[DATASET RECORDS]:
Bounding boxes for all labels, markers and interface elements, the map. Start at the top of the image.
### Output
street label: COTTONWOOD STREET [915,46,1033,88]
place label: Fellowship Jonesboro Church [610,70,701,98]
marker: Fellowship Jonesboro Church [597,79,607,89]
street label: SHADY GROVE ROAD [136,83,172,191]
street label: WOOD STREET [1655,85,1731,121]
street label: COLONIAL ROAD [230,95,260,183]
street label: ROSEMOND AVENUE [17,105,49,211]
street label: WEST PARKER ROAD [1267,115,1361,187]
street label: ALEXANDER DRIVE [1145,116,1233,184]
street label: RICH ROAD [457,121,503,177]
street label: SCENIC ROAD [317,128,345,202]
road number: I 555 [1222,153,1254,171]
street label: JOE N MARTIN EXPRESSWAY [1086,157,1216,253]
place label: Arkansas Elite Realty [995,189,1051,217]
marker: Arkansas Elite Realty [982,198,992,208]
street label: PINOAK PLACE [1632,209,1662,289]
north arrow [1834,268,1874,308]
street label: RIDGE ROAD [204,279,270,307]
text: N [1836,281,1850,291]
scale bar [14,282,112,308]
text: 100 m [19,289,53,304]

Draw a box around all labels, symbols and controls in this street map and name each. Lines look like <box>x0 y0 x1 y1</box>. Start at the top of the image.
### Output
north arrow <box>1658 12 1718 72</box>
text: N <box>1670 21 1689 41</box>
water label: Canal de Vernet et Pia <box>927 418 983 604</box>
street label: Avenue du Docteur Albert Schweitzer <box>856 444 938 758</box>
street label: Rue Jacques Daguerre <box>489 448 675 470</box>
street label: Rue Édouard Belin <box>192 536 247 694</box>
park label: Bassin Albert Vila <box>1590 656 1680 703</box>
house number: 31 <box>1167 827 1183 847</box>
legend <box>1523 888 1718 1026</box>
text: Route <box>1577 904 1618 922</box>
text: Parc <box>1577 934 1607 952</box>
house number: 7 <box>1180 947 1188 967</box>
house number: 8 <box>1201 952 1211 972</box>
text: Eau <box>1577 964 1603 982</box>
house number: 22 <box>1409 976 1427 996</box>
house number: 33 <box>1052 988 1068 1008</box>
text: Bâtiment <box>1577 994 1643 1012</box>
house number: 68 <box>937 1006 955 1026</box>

[TO DO]:
Exactly as they appear above, give the entries again.

[EXERCISE SOLUTION]:
Bounding boxes for all labels, markers and interface elements, the map. Start at the top of the image.
### Output
street label: COTTONWOOD STREET [915,46,1033,88]
place label: Fellowship Jonesboro Church [610,70,701,98]
marker: Fellowship Jonesboro Church [597,79,607,89]
street label: SHADY GROVE ROAD [136,83,172,191]
street label: WOOD STREET [1655,85,1731,121]
street label: COLONIAL ROAD [230,95,260,183]
street label: ROSEMOND AVENUE [17,105,49,211]
street label: WEST PARKER ROAD [1267,115,1361,187]
street label: ALEXANDER DRIVE [1145,116,1233,184]
street label: RICH ROAD [457,121,503,177]
street label: SCENIC ROAD [317,128,345,202]
road number: I 555 [1222,153,1254,171]
street label: JOE N MARTIN EXPRESSWAY [1086,157,1216,253]
place label: Arkansas Elite Realty [995,189,1051,217]
marker: Arkansas Elite Realty [982,198,992,208]
street label: PINOAK PLACE [1632,209,1662,289]
north arrow [1834,268,1874,308]
street label: RIDGE ROAD [204,279,270,307]
text: N [1836,281,1850,291]
scale bar [14,282,112,308]
text: 100 m [19,289,53,304]

Draw a box around all labels, symbols and controls in this street map and name each. Lines look like <box>x0 y0 x1 y1</box>. Start at the top of the image.
### Output
north arrow <box>1658 12 1718 72</box>
text: N <box>1670 21 1689 41</box>
water label: Canal de Vernet et Pia <box>927 418 983 604</box>
street label: Avenue du Docteur Albert Schweitzer <box>856 444 938 758</box>
street label: Rue Jacques Daguerre <box>489 448 675 470</box>
street label: Rue Édouard Belin <box>192 536 247 694</box>
park label: Bassin Albert Vila <box>1590 656 1680 703</box>
house number: 31 <box>1167 827 1183 847</box>
legend <box>1523 888 1718 1026</box>
text: Route <box>1577 904 1618 922</box>
text: Parc <box>1577 934 1607 952</box>
house number: 7 <box>1180 947 1188 967</box>
house number: 8 <box>1201 952 1211 972</box>
text: Eau <box>1577 964 1603 982</box>
house number: 22 <box>1409 976 1427 996</box>
house number: 33 <box>1052 988 1068 1008</box>
text: Bâtiment <box>1577 994 1643 1012</box>
house number: 68 <box>937 1006 955 1026</box>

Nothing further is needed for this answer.